Collected data:
* * *

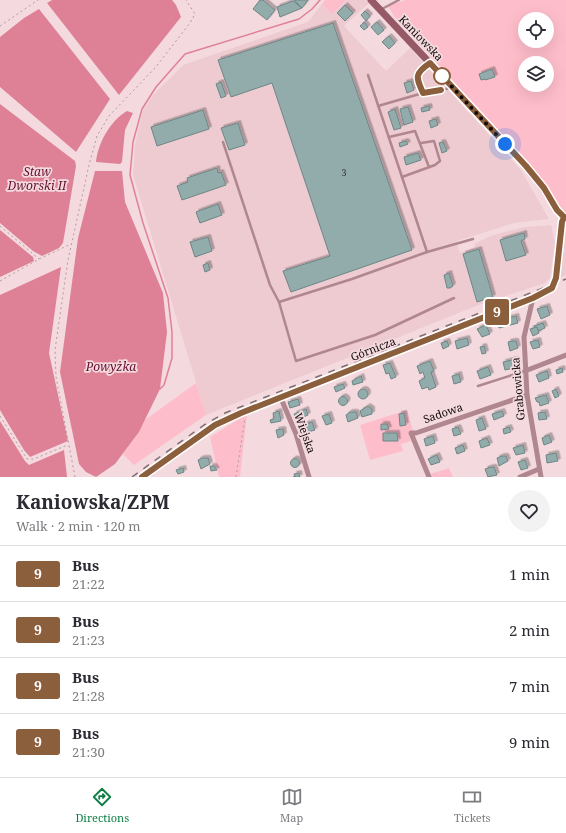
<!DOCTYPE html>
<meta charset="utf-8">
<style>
body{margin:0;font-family:"Noto Serif",serif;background:#f2f2f3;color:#2b2b33;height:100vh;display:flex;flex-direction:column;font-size:15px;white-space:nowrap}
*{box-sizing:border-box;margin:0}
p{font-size:13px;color:#7c7c81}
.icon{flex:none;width:22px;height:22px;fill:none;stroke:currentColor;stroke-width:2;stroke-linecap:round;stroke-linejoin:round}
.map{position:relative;height:477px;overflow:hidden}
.drawer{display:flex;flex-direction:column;background:#fff;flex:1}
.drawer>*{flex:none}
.badge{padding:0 8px;border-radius:3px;font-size:14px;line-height:26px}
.buttons{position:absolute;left:518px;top:12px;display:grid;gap:8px}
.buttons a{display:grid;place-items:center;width:36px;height:36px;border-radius:50%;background:#fff;box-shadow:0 4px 16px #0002;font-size:20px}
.you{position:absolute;width:20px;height:20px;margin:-10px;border:3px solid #fff;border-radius:50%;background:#1a73e8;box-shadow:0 0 0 6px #1a73e833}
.map>.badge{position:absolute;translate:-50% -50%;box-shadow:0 0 0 2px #fff}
.round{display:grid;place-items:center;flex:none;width:42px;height:42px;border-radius:21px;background:#f2f2f3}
.summary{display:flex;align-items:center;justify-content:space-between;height:68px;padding:0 16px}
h1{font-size:19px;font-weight:700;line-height:30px}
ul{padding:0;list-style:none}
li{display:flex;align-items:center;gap:12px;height:56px;padding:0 16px;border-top:1px solid #e1e1e2}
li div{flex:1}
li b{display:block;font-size:15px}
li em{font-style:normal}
li .badge{min-width:44px;font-weight:700;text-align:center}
.tabs{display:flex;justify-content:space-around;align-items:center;height:56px;border-top:1px solid #e1e1e2;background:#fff;font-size:11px;color:#7c7c81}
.tabs a{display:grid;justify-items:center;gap:2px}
.tabs .active{color:#0b8043}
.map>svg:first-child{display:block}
.built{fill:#edcbd1}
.green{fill:#febdca;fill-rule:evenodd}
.water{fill:#df8196}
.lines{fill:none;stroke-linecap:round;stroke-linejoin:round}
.stream{stroke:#df8196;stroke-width:1.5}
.building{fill:#92acab;stroke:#6d8685;filter:url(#shadow)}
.path{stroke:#b09b9f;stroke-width:1;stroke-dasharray:2 3;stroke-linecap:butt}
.lane{stroke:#b1878f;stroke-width:2.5}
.street{stroke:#b1878f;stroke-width:5}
.secondary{stroke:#965a67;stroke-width:7}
.rail{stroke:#7e6d70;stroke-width:1.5;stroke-dasharray:7 7;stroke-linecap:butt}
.line-casing{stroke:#fff;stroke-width:9}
.line{stroke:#8b5e3c;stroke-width:6}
.walk{stroke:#11090a;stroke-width:4;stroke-dasharray:0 7.2}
.stop-dot{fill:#fff;stroke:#8b5e3c;stroke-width:2}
.labels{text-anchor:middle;stroke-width:3.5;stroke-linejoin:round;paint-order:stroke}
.number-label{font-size:9px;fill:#313232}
.street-label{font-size:11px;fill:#11090a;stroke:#f4dadf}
.water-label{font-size:12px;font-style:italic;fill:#640f2d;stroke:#f4dadf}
</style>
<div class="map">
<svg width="566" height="477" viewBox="0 0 566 477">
<defs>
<filter id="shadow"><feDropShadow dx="2.5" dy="-2.5" stdDeviation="0" flood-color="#0004"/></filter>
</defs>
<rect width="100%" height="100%" fill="#f4dadf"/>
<!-- built -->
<g class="built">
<path d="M346 0H366L369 3 344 26 386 71 410 48 521 170 549 219 514 223 457 241 460 253 475 247 474 244 490 236 525 227 551 225 555 242 550 278 545 283 476 306 206 415 133 175 135 144 143 110 153 95 183 65 308 22 322 4 332 14Z"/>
<path d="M566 226V275L560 278Z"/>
</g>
<!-- green -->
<g class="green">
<path d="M325 0H346L332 14 322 4Z"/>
<path d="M406 0H566V215L564 216 545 184 394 16 388 6ZM525 19H547V41H525ZM525 63H547V85H525Z"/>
<path d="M196 383 206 415 134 465 123 454 139 432 145 420Z"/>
<path d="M407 410 413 431 408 432 411 441 401 444 403 451 370 460 360 425Z"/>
<path d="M247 414 240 477H219L210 437Z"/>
<path d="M449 468 453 477H431L430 474Z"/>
</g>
<!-- water -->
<g class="water">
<path d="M52 0H172L176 5 181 17 119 95 47 3Z"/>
<path d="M39 9 110 99 76 152 0 87V37L24 18Z"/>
<path d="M0 104 75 161 76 166 63 243 59 248 42 256 33 251 0 223Z"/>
<path d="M127 111 133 113 125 130 122 162 120 164 96 162C98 143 110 121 127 111Z"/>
<path d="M95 171H122L125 202 163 293 167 332 160 389 139 432 115 464 96 477 86 472 79 464 60 372 78 238Z"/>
<path d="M0 230 33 257 34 261 0 277Z"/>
<path d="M61 267 49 353 68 441 30 457 24 450 0 410V295Z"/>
<path d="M0 421 25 461 29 465 64 450 67 477H0Z"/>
</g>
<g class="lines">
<!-- stream -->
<path class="stream" d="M160 389 164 385 172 358V332L168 298 143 223 130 175 133 142 142 109 156 87 185 54 299 19 312 9 320 0"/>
</g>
<!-- building -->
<g class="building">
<path d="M260 0H263L275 10 267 20 253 9Z"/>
<path d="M294 0H308L302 8Z"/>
<path d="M293 1 302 8 280 17 277 7Z"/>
<path d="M345 5 353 13 345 21 337 13Z"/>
<path d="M365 11 370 16 366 21 361 15Z"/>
<path d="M364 22 368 27 364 30 360 26Z"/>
<path d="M377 22 384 30 378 35 371 27Z"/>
<path d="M333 23 412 250 291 292 283 271 330 256 272 83 231 97 218 60Z"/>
<path d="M389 36 395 43 389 49 382 42Z"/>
<path d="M492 69 495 77 485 80V79L481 80 479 74Z"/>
<path d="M411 81 414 90 407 93 404 83Z"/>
<path d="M221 82 226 96 221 98 216 84Z"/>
<path d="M429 106 430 110 422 112 421 108Z"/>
<path d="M408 107 413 122 404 125 400 109Z"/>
<path d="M395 109 401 128 394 130 388 112Z"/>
<path d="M203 110 209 129 157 146 151 127Z"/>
<path d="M436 119 438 125 431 128 429 121Z"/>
<path d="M238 123 245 145 229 150 221 128Z"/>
<path d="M406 141 408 144 400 147 399 143Z"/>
<path d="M443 142 447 151 442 153 439 143Z"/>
<path d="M418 153 421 160 406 165 404 157Z"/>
<path d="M217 168 218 173 221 172 226 185 182 200 177 186 188 182 187 178Z"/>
<path d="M218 204 222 215 200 223 196 212Z"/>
<path d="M524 233 525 239 521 241 526 255 506 261 500 240Z"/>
<path d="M208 237 212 251 195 257 190 242Z"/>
<path d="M479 249 493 297 477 302 463 254Z"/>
<path d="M208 263 210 270 205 272 203 265Z"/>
<path d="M449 273 453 286 450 288H447L444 275Z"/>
<path d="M547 306 550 315 541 319 537 309Z"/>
<path d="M516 316 518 323 499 328 497 321Z"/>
<path d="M543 323 545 328 538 331 534 326Z"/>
<path d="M486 325 490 334 482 337 477 329Z"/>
<path d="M537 327 539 333 533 336 530 329Z"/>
<path d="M467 338 469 345 457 349 455 341Z"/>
<path d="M538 340 540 347 533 349 530 342Z"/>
<path d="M447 341 449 346 443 349 441 343Z"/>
<path d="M512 341H516L518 348 510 351 508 342Z"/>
<path d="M484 346 486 353 482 354 480 347Z"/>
<path d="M516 359 518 367 505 370 503 362Z"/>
<path d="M430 361 434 371 431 372 436 387 429 390 428 387 422 389 419 381 425 378 423 372 420 374 417 366Z"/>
<path d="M390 363 396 377 391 379 389 373 386 374 383 365Z"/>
<path d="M488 367 491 375 480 379 477 371Z"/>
<path d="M562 368 563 372 557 374 556 370Z"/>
<path d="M547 371 549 378 539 382 536 375Z"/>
<path d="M459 374 461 382 454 384 452 376Z"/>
<path d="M361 376 363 382 353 385 352 381Z"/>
<path d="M343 384 345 388 336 392 334 387Z"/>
<path d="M556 389 559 396 555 398 552 391Z"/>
<circle cx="363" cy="394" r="5"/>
<path d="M546 395 549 403 540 406 539 402H537L535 398Z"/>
<circle cx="343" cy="401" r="4.5"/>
<path d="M298 399 300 405 290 408 288 402Z"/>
<path d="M368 406 372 409V414L362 417 360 411Z"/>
<path d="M306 409 308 415 297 420 294 414Z"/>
<path d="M279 411 281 421 271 423 270 420 274 419 273 413Z"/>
<path d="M502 411 504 416 494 420 492 414Z"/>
<path d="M350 412H356L358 418 348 422 346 415Z"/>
<path d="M545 412 547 419 539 420 538 413Z"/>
<path d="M404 413 406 425 400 426 399 414Z"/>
<path d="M329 414 332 423 326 425 322 416Z"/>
<path d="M482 418 486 429 479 431 476 420Z"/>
<path d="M312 422 315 430 308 432 305 424Z"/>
<path d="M381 424H387L389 429 381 430Z"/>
<path d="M458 427 461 434 454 436 452 429Z"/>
<path d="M509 427 511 432 504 434 503 429Z"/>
<path d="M283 429 284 435 278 438 276 430Z"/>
<path d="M383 433H397L398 441H383Z"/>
<path d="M549 435 552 442 544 445 542 438Z"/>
<path d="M433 436 435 443 426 446 424 439Z"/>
<path d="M487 438 490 445 481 448 479 441Z"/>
<path d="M463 445 465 451 457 454 455 448Z"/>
<path d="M523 445 525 453 516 455 513 448Z"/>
<path d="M556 453 558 461 547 463 546 455Z"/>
<path d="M437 455 440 462 431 465 428 459Z"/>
<path d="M502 456H506L508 461 499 466 497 458Z"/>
<path d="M202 458H208L210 464 201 469 198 460Z"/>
<circle cx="295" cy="463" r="4.5"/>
<path d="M525 460 528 468 521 470 518 462Z"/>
<path d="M210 466H214L217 470 211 471Z"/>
<path d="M491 467H494L497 475 488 477 485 469Z"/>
<path d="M183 468 184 472 178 474 176 470Z"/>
<path d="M299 473 300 477H293H295L294 474Z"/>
</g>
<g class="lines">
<!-- path -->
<g class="path">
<path d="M0 26 38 0"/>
<path d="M0 226 39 259"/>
<path d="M0 281 39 259 71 244"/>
<path d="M0 416 27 459H34L65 446H69"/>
<path d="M75 477 56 377 55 350 68 260 89 165 97 136 109 116 155 68 190 23 195 14 186 0"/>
<path d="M236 477 245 418"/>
</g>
<!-- lane -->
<g class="lane">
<path d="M380 10 399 0"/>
<path d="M368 75 427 252"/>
<path d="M423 93 417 78 421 69 428 64"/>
<path d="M378 106 423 93 451 88"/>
<path d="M389 137 415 131 429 167"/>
<path d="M223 142 270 285 279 302 296 361 375 335 454 298"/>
<path d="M402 177 435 165 440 161 434 141 421 143"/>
<path d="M279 302 352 279 427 252 473 239"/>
<path d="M478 386 525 371"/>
</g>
<!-- street -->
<g class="street">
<path d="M533 298 524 337 527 395 541 477"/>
<path d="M525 371 566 355"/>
<path d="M280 396 296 434 309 477"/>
<path d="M429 477 411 433H416L527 395"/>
<path d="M520 477 539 469"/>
</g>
<!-- secondary -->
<g class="secondary">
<path d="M371 0 526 166 543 188 557 210 566 217"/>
<path d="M142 477 215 425 241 413 533 298 552 288 556 278 562 223 565 217"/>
</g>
<!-- rail -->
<path class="rail" d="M132 477 204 425 225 413 566 279"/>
</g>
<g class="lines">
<!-- line casing -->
<g class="line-casing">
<path id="line" d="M142 477 215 425 241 413 533 298 552 288 556 278 562 222 564 217 557 210 544 188 526 166 430 63C414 74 416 77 423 93L441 90"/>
</g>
<!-- line -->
<use href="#line" class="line"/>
<!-- walk -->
<path class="walk" d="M442 76 505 144"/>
</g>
<!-- markers -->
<circle class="stop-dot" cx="442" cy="76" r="8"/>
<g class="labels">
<!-- number labels -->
<g class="number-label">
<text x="344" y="176">3</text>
</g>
<!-- street labels -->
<g class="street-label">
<text transform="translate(421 38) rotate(46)" y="4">Kaniowska</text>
<text transform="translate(373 349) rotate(-21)" y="4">Górnicza</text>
<text transform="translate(518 389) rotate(-95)" y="4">Grabowicka</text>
<text transform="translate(443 413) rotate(-19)" y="4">Sadowa</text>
<text transform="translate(305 433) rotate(70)" y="4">Wiejska</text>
</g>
<!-- water labels -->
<g class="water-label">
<text x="37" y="176">Staw<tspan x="37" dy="14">Dworski II</tspan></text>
<text x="111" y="371">Powyżka</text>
</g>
</g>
</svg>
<div class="buttons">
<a><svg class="icon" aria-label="locate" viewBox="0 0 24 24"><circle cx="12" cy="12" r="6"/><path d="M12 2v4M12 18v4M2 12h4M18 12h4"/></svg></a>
<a><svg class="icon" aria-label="layers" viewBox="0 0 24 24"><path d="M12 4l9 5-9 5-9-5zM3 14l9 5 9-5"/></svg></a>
</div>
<div class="you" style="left:505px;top:144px"></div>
<b class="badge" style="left:497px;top:312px;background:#8b5e3c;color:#fff">9</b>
</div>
<section class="drawer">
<div class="summary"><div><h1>Kaniowska/ZPM</h1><p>Walk · 2 min · 120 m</p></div><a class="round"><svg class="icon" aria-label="heart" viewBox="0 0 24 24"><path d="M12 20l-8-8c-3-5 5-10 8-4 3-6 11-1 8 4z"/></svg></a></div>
<ul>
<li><span class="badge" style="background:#8b5e3c;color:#fff">9</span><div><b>Bus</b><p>21:22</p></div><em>1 min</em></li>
<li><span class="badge" style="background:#8b5e3c;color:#fff">9</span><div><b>Bus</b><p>21:23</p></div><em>2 min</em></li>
<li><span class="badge" style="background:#8b5e3c;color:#fff">9</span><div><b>Bus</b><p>21:28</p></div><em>7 min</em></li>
<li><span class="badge" style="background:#8b5e3c;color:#fff">9</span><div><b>Bus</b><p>21:30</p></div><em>9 min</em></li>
</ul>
</section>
<nav class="tabs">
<a class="active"><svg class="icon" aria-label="directions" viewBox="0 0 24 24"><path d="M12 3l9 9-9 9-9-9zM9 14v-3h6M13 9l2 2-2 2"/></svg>Directions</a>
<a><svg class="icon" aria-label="map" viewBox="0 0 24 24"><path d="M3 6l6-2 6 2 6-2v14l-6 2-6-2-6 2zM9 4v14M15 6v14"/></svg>Map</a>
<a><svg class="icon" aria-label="tickets" viewBox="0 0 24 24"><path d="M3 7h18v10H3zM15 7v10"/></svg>Tickets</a>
</nav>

* * *

● **PROBLEM REQUIREMENTS**
Where a line in the records above contains the word "filter", include it in the count; state the total and nothing more.

● **EXPECTED ANSWER**
2